Да нет, какое тут «против воли», если я по… Хотел было употребить штампик «поминутно», но куда чаще – крайняя правая цифра не менялась… В общем, то и дело заглядывая на дисплей.
Состояние отвратительное. До зуда, до тошноты. И всегда в такие периоды кажется, что, окажись ты в благоприятных условиях, так бы плодотворно, вдохновенно работал… И оправдываешь себя: как вот здесь-то, без письменного стола, без чашки чая…
Хочется одного, вернее, той цепочки действий, каких хотелось еще в Екатеринбурге, – зарегистрироваться, пройти досмотр, перетерпеть час-полтора в зоне вылета и сесть в самолет. И провести эти пять часов полета лучше всего во сне… Но так как я уже надремался, то наверняка придется маяться.
Выкурил вторую. Тоже медленно, но не с таким удовольствием, как первую. Все доставал и доставал из кармана пальто телефон и смотрел, сколько там.
Зачем-то смотрел, хотя понимал, что прошло пять, от силы семь минут.
А было время, я писал и в аэропортах, и в самолетах. С удовольствием писал, никого не стесняясь. И в поездах тоже. Заберешься на верхнюю полку и пишешь, лежа на животе, подоткнув под себя тощую подушку.

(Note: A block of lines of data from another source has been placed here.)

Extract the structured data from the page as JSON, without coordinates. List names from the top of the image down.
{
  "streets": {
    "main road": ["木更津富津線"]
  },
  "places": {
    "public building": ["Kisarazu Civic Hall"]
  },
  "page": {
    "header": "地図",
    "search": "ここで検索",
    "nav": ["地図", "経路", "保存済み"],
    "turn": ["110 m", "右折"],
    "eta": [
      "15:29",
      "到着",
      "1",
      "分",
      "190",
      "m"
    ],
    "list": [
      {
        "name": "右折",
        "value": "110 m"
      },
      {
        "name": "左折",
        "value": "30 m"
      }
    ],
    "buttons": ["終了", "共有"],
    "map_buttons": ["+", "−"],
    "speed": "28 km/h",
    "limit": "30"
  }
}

Регистрация наверняка уже началась, но я не торопился. Словно мстя за то, что рейс задержали так надолго, что не зарегистрировали тогда, я тянул время, с каким-то детским удовольствием хмыкал: я ждал, теперь вы подождете. Понимая при этом – никто меня ждать не будет. Закроют стойку минута в минуту, и останусь здесь, без полета.
Наконец затыкал окурок, положил в рюкзак сигареты, зажигалку, жвачку, мобильник, прошел через рамку, подхватил рюкзак с ленты. Теперь налево, к стойке регистрации.
К ней вытянулась очередь. И откуда взялись люди? Наверное, многие все эти часы, как и я, сидели по углам. Дремали, мучились, ждали.
Постепенно, по шагу в две-три минуты, добрался до стойки. Подал паспорт, уточнил:
– В Кызыл.
Девушка пошелестела клавишами компьютера, спросила:
– Багаж будет?
– А?
Я хорошо расслышал вопрос, и в этом моем «а» было осознание того, что о чемодане я забыл.
Нет, не о чемодане я забыл, а что его нужно было забрать после прилета. Таскаться с ним, а потом сдать сюда.
– Будет… багаж будет. Сейчас… – Я засуетился. – Сколько до конца регистрации?
– Пятьдесят минут.
– Выдайте мне сейчас посадочный, а чемодан я позже сдам. Можно?
Девушка покривила губы – у каждого, дескать, свои причуды – и ответила:
– Можно.
С зажатыми в руке паспортом и посадочным я побежал в зону прилета. По дороге вроде одумался, понял, что документы мне сейчас не нужны, сунул их в пальто, зато полез за телефоном.
«Зачем?»
Отыскал указатель «Розыск багажа». Пошел по нему. Свернуть… Свернул. Коридор, совсем не похожий на то, что осталось за ним – там была чистота и свежесть. А здесь что-то от отделения милиции из девяностых.
Вот тупик. Дверь без таблички. Но других нет. Я стал стучать. Сначала костяшками пальцев, потом кулаком. Потом заметил нечто похожее на домофон. Кнопка и крошечная решетка динамика. Нажал на кнопку.
Я понимал: паниковать пока нет причин. И при этом паниковал – меня трясло, и пот щипал и холодил спину. И время только что еле ползшее и замиравшее (даже сны-видения были долгими, тягучими), теперь помчалось. У меня в голове будто часы затикали, отсчитывая секунды. Тик, тик, тик, тик…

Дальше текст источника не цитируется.